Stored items
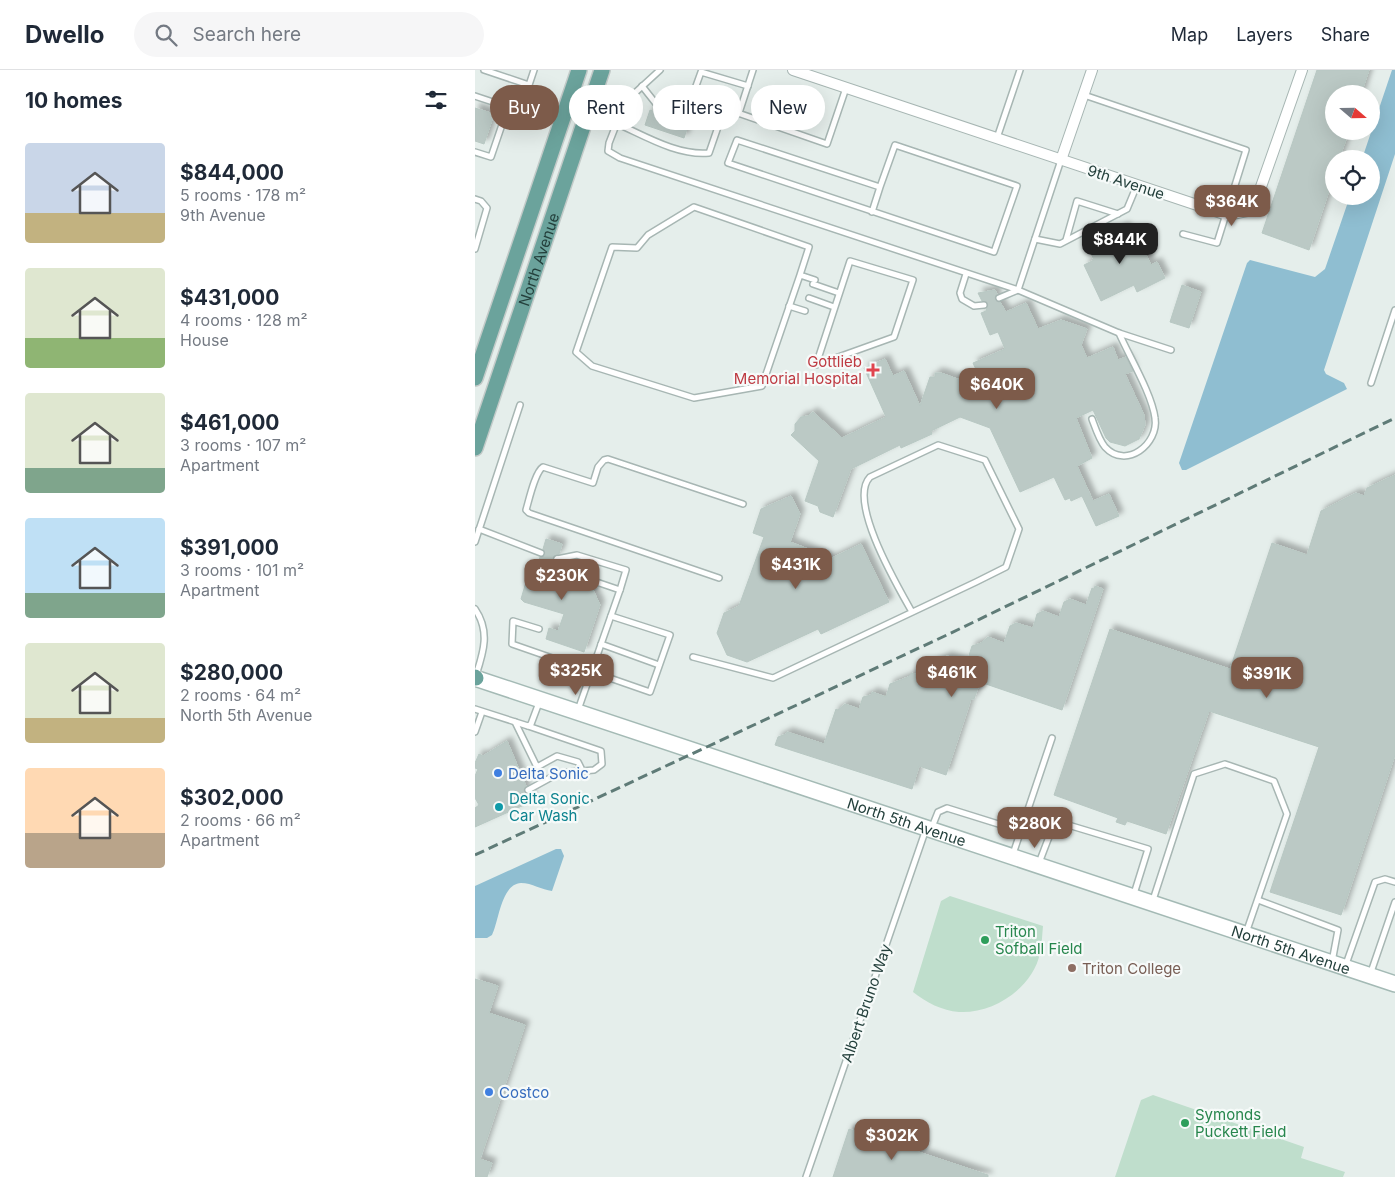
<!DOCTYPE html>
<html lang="en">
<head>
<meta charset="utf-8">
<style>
  body { margin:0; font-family:Inter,sans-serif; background:#f6f6f7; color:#1f2937; height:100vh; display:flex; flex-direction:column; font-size:19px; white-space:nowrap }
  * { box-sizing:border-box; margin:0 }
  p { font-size:16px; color:#747a83 }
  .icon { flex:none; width:28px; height:28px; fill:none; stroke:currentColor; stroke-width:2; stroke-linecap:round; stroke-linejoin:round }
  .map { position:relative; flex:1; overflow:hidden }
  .side { display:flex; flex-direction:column; background:#fff; width:475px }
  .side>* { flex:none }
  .banner { position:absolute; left:15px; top:15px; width:475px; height:45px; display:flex; gap:10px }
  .needle { width:32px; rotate:110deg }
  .buttons { position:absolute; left:850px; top:15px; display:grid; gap:10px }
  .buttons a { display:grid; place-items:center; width:55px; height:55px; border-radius:50%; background:#fff; box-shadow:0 5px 20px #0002; font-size:25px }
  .price { position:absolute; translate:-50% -42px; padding:0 11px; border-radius:10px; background:#7d5b4a; color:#fff; font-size:16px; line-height:32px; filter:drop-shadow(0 1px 2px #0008) }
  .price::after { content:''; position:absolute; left:50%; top:30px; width:15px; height:11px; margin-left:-8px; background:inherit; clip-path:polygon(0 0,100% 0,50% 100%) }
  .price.on { background:#222; color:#fff }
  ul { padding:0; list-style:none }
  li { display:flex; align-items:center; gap:15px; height:125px; padding:0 25px }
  li span { display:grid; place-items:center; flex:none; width:140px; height:100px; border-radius:5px; color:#555 }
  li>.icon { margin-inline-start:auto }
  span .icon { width:60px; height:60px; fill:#fffc; stroke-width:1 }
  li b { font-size:21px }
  h2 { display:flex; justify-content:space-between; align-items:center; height:60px; padding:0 25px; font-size:21px }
  .chip { padding:0 18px; border-radius:22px; background:#fff; box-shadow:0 5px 20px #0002; font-size:18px; line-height:45px }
  .chip.on { background:#7d5b4a; color:#fff }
  header { display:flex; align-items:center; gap:30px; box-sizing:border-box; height:70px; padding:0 25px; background:#fff; border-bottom:1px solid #e0e1e3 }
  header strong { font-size:24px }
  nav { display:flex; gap:28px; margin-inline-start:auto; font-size:18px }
  .search { width:350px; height:45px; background:#f6f6f7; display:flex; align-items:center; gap:12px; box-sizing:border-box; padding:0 18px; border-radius:28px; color:#747a83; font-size:19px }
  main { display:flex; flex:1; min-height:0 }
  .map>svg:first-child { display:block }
  .green { fill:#bfdecc }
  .water { fill:#8fbed1 }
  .building { fill:#bbc9c5; stroke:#b8c8c3; filter:url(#shadow) }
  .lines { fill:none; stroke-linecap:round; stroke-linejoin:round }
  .lane-casing { stroke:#a7b6b3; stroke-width:8 }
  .street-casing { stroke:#a7b6b3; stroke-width:12 }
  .secondary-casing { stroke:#a4bab5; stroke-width:18 }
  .primary-casing { stroke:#c2cac8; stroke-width:18 }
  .lane { stroke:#fff; stroke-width:5 }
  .street { stroke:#fff; stroke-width:10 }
  .secondary { stroke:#fff; stroke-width:15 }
  .primary { stroke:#6ba39c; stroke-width:15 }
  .rail { stroke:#5f7b77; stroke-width:3; stroke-dasharray:10 5; stroke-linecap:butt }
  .health-dot { fill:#e0444e; stroke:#f6faf9; stroke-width:2 }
  .shop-dot { fill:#3f7fe0; stroke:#f6faf9; stroke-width:2 }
  .culture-dot { fill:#0f9aa8; stroke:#f6faf9; stroke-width:2 }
  .leisure-dot { fill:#2e9e5b; stroke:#f6faf9; stroke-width:2 }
  .education-dot { fill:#8d6e63; stroke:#f6faf9; stroke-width:2 }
  .labels { text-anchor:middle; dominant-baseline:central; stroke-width:4.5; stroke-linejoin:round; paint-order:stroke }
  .street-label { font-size:15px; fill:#24403c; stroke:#f6faf9 }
  .health-label { font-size:15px; fill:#be3a42; stroke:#f6faf9; text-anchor:end }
  .shop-label { font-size:15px; fill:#366cbe; stroke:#f6faf9; text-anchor:start }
  .culture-label { font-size:15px; fill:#0d838f; stroke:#f6faf9; text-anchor:start }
  .leisure-label { font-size:15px; fill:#27864d; stroke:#f6faf9; text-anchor:start }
  .education-label { font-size:15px; fill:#785e54; stroke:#f6faf9; text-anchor:start }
</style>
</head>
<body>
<header>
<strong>Dwello</strong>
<div class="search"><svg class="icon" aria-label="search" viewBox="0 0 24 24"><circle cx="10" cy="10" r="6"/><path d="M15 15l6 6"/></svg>Search here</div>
<nav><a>Map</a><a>Layers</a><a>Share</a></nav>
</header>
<main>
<section class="side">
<h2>10 homes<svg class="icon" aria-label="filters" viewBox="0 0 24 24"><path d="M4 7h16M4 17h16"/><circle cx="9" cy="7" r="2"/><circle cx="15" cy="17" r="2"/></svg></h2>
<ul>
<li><span style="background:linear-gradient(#c9d6e8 70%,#c2b280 0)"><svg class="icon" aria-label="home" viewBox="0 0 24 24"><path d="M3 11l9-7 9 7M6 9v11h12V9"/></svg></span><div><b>$844,000</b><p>5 rooms · 178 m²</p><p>9th Avenue</p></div></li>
<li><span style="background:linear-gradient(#dfe7d0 70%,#8fb573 0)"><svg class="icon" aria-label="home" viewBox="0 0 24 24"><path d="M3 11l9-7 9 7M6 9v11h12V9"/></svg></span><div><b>$431,000</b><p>4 rooms · 128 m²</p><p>House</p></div></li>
<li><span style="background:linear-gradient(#dfe7d0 75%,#7fa58c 0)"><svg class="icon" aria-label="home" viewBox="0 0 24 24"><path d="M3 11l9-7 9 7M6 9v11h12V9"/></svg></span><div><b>$461,000</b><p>3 rooms · 107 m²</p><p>Apartment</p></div></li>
<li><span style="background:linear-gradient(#bfe0f5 75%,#7fa58c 0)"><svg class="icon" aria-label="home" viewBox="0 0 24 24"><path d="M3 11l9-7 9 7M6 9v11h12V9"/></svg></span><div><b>$391,000</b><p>3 rooms · 101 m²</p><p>Apartment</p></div></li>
<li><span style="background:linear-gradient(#dfe7d0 75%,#c2b280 0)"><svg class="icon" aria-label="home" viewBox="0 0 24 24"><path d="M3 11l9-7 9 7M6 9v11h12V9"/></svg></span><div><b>$280,000</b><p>2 rooms · 64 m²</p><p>North 5th Avenue</p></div></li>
<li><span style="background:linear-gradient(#ffd9b3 65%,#b9a48a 0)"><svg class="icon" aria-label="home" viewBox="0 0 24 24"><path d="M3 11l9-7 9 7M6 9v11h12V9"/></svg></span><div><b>$302,000</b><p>2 rooms · 66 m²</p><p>Apartment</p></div></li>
</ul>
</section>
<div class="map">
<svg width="920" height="1107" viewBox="0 0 920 1107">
  <defs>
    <filter id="shadow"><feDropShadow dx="4.5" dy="-4.5" stdDeviation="2.5" flood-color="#0004"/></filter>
  </defs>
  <rect width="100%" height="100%" fill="#e5eeeb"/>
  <!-- green -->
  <g class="green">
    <path d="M475 826 568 856C567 865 567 875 565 883 558 918 518 944 484 942 467 941 451 932 438 922L466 831Z"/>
    <polygon points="678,1025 829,1077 826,1088 870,1102 868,1107 640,1107 666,1030"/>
  </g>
  <!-- water -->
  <g class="water">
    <polygon points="917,0 920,0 920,84 849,300 851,304 869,313 872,319 711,400 707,400 704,393 772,193 775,190 840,207 850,199 875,126 896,126 896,89 887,89"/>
    <path d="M81 779H86L89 786 77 821C67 820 57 813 46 813 26 814 24 851 17 865L12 868H0V816Z"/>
  </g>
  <!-- building -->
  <g class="building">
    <polygon points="842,0 894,0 886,24 859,24 859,61 874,61 864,89 859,89 859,106 834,180 787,163"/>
    <polygon points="0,38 19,44 9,74 0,71"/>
    <polygon points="175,40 214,53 209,68 170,55"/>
    <polygon points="650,156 657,171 663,168 676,195 682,192 690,208 662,222 659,215 626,231 609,195 619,190 612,175"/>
    <polygon points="707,215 726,222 714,258 695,252"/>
    <polygon points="520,220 522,224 520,230 525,232 531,242 551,233 563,259 586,250 612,259 606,275 612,288 638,277 643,290 651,287 658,301 650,304 669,345 670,355 664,369 650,376 635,372 631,368 618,340 601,348 617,388 602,396 618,431 634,424 644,446 621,456 607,426 596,431 595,428 590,430 579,407 545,422 515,358 485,347 456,361 457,364 426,378 425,375 376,399 358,447 345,442 343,436 330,431 344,391 316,365 320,361 320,354 326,347 333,346 338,342 367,368 411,347 389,298 410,289 418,306 429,301 445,336 455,307 460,307 460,303 466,303 510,319 498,293 530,279 523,262 515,265 506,243 511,241 513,234 507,231 503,223"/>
    <polygon points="920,405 920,685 866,845 795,822 844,677 734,641 691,764 652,751 650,755 641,752 643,748 579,725 635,559 755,599 797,473 832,485 846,441 881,423 889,426 892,418"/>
    <polygon points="316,426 325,444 315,472 357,488 386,474 414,532 346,564 343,559 272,592 252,585 242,563 249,543 264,536 289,467 278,463 286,439"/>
    <polygon points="71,469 87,474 84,484 78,487 81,494 77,506 118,520 125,535 109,582 71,569 74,558 83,561 89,544 49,532 46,529 53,505 61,501 65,487 70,485 68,479"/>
    <polygon points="620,516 628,519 587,640 505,612 499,629 496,629 471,705 444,696 437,719 300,675 303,667 311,664 312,662 349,674 361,639 363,640 370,634 384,639 388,627 396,625 397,622 411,627 415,614 433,607 437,603 452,608 456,594 472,586 492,592 497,576 506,573 513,567 529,573 535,556 541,553 558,558 562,544 568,541 584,547 589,532 595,529 611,535 617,518 619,519"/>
    <polygon points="32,671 51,716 49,722 55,724 58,731 0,757 0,738 4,735 0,728 0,706 3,699 0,698 0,693 4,684 8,686"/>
    <polygon points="0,909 23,916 14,943 50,955 5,1089 17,1093 12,1107 0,1107"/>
    <polygon points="374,1059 513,1105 513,1107 358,1107"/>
  </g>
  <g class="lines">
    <defs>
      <g id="lane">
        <polyline points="9,0 54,15 59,0"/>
        <polyline points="185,0 150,32 134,73 133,81 145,88 543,220 644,263 696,280"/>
        <polyline points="273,16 226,2 217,27 352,74 371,18"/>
        <polyline points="609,25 771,80 742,173 708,164"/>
        <polyline points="0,26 33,37 16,87 0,82"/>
        <polyline points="264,43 278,0"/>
        <path d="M143 54C170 66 203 86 234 83L244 54 182 35 167 16"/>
        <polyline points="522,68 545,0"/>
        <polyline points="0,129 6,131 12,138 0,179"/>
        <polyline points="397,142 405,117 262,70 253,93 519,182 542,116 420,75 405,117"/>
        <polyline points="560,169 585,174 652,139 662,115"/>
        <polyline points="591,170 602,131 643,144"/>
        <polygon points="375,191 438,210 419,267 341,295"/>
        <polyline points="491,204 485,223 487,229 499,236 509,235"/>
        <polyline points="325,205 287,316 219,328 117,296 101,282 137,177 162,178 173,165 219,137 334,177 325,205 340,210"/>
        <polyline points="338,214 364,223"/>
        <polyline points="334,228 359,237"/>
        <polyline points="524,228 543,220 586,90"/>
        <polyline points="314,236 330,241"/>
        <polyline points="896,313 920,240"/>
        <path d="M617 349C620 357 624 370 630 377 651 400 684 374 680 348 677 324 654 286 644 263"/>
        <polyline points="4,459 66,483"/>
        <polyline points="0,472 45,335"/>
        <polyline points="82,489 95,503 145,520 103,640"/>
        <polyline points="82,489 102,485 151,500 145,520"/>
        <path d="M244 508 54 443 51 440C54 430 60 402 68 397L118 413 123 397 129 390 133 389 268 434"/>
        <path d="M0 539C15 561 9 581 1 605"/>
        <polyline points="64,559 38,551 37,574 175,622 195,565 136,546"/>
        <polyline points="126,574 184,595"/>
        <path d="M218 587 298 608 501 512 531 497 544 459 510 390 463 375 395 407C372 431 423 517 437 542"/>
        <polyline points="0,639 53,656 56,654 65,630"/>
        <polyline points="40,652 62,697 82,686 103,692 108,702"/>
        <polyline points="53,656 126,681 127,694 119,700 84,703 53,720"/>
        <polyline points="0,662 7,642"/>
        <polyline points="457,757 463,742 472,738 546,761"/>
        <polyline points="538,784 577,668"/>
        <polyline points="564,793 580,751 673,779 659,824"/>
        <polyline points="678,830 719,704 750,694 799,711 812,744 771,863"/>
        <polyline points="783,830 863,860 857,892"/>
        <polyline points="870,897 900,812 910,809 920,812"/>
        <polyline points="895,905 920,832"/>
        <polyline points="331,1107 451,759"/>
      </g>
      <g id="street">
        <polyline points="318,0 752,145 772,141 781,131 827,0"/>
        <polyline points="586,90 617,0"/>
      </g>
      <g id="secondary">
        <path id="s1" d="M0 608 920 914"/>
      </g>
      <g id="primary">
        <polyline points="0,308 104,0"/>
        <path id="s2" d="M0 378 127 0"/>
        <polyline points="0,607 1,608"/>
      </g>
    </defs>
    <!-- lane casing -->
    <use href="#lane" class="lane-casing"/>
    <!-- street casing -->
    <use href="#street" class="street-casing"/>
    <!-- secondary casing -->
    <use href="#secondary" class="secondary-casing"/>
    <!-- primary casing -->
    <use href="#primary" class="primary-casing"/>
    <!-- lane -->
    <use href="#lane" class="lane"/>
    <!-- street -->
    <use href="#street" class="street"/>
    <!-- secondary -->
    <use href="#secondary" class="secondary"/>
    <!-- primary -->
    <use href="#primary" class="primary"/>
    <!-- rail -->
    <polyline class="rail" points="0,785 474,564 920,348"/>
  </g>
  <!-- markers -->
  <path class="health-dot" d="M395.5 292.5h5v5h5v5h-5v5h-5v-5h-5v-5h5z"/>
  <g class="shop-dot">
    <circle cx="23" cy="703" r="5"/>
    <circle cx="14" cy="1022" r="5"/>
  </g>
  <circle class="culture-dot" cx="24" cy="737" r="5"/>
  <g class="leisure-dot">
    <circle cx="510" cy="870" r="5"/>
    <circle cx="710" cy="1053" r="5"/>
  </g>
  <circle class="education-dot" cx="597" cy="898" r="5"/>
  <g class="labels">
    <!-- street labels -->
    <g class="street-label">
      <text transform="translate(651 112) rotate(18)">9th Avenue</text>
      <text stroke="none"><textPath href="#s2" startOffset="199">North Avenue</textPath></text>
      <text stroke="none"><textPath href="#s1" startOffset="455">North 5th Avenue</textPath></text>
      <text stroke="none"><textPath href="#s1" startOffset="860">North 5th Avenue</textPath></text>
      <text transform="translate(391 933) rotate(-71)">Albert Bruno Way</text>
    </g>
    <!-- health labels -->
    <g class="health-label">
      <text x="387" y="291">Gottlieb<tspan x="387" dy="17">Memorial Hospital</tspan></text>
    </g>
    <!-- shop labels -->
    <g class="shop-label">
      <text x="33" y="703">Delta Sonic</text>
      <text x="24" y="1022">Costco</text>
    </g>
    <!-- culture labels -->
    <g class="culture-label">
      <text x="34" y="728">Delta Sonic<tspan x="34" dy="17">Car Wash</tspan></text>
    </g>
    <!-- leisure labels -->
    <g class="leisure-label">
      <text x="520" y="861">Triton<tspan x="520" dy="17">Sofball Field</tspan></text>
      <text x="720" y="1044">Symonds<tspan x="720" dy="17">Puckett Field</tspan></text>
    </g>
    <!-- education labels -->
    <g class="education-label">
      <text x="607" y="898">Triton College</text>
    </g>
  </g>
</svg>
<div class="buttons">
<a><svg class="needle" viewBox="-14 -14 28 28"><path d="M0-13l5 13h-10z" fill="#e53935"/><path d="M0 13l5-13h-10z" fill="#747a83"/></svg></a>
<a><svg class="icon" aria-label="locate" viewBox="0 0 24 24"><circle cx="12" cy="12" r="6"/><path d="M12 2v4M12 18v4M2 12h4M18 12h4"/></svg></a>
</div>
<b class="price" style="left:757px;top:157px">$364K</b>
<b class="price on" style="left:645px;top:195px">$844K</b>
<b class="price" style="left:522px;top:340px">$640K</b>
<b class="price" style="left:321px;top:520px">$431K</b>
<b class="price" style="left:87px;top:531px">$230K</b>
<b class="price" style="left:101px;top:626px">$325K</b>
<b class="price" style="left:477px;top:628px">$461K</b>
<b class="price" style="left:792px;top:629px">$391K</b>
<b class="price" style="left:560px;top:779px">$280K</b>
<b class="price" style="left:417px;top:1091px">$302K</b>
<div class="banner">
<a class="chip on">Buy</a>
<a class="chip">Rent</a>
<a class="chip">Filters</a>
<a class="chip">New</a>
</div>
</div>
</main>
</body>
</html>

__What to do__
Looking at the data above, return every line from the one with "content:''; position:absolute; left:50%;" down to the one with "stroke:#5f7b77; stroke-width:3; stroke-dasharray:10", exactly and inclusively.

__Result for this exercise__
  .price::after { content:''; position:absolute; left:50%; top:30px; width:15px; height:11px; margin-left:-8px; background:inherit; clip-path:polygon(0 0,100% 0,50% 100%) }
  .price.on { background:#222; color:#fff }
  ul { padding:0; list-style:none }
  li { display:flex; align-items:center; gap:15px; height:125px; padding:0 25px }
  li span { display:grid; place-items:center; flex:none; width:140px; height:100px; border-radius:5px; color:#555 }
  li>.icon { margin-inline-start:auto }
  span .icon { width:60px; height:60px; fill:#fffc; stroke-width:1 }
  li b { font-size:21px }
  h2 { display:flex; justify-content:space-between; align-items:center; height:60px; padding:0 25px; font-size:21px }
  .chip { padding:0 18px; border-radius:22px; background:#fff; box-shadow:0 5px 20px #0002; font-size:18px; line-height:45px }
  .chip.on { background:#7d5b4a; color:#fff }
  header { display:flex; align-items:center; gap:30px; box-sizing:border-box; height:70px; padding:0 25px; background:#fff; border-bottom:1px solid #e0e1e3 }
  header strong { font-size:24px }
  nav { display:flex; gap:28px; margin-inline-start:auto; font-size:18px }
  .search { width:350px; height:45px; background:#f6f6f7; display:flex; align-items:center; gap:12px; box-sizing:border-box; padding:0 18px; border-radius:28px; color:#747a83; font-size:19px }
  main { display:flex; flex:1; min-height:0 }
  .map>svg:first-child { display:block }
  .green { fill:#bfdecc }
  .water { fill:#8fbed1 }
  .building { fill:#bbc9c5; stroke:#b8c8c3; filter:url(#shadow) }
  .lines { fill:none; stroke-linecap:round; stroke-linejoin:round }
  .lane-casing { stroke:#a7b6b3; stroke-width:8 }
  .street-casing { stroke:#a7b6b3; stroke-width:12 }
  .secondary-casing { stroke:#a4bab5; stroke-width:18 }
  .primary-casing { stroke:#c2cac8; stroke-width:18 }
  .lane { stroke:#fff; stroke-width:5 }
  .street { stroke:#fff; stroke-width:10 }
  .secondary { stroke:#fff; stroke-width:15 }
  .primary { stroke:#6ba39c; stroke-width:15 }
  .rail { stroke:#5f7b77; stroke-width:3; stroke-dasharray:10 5; stroke-linecap:butt }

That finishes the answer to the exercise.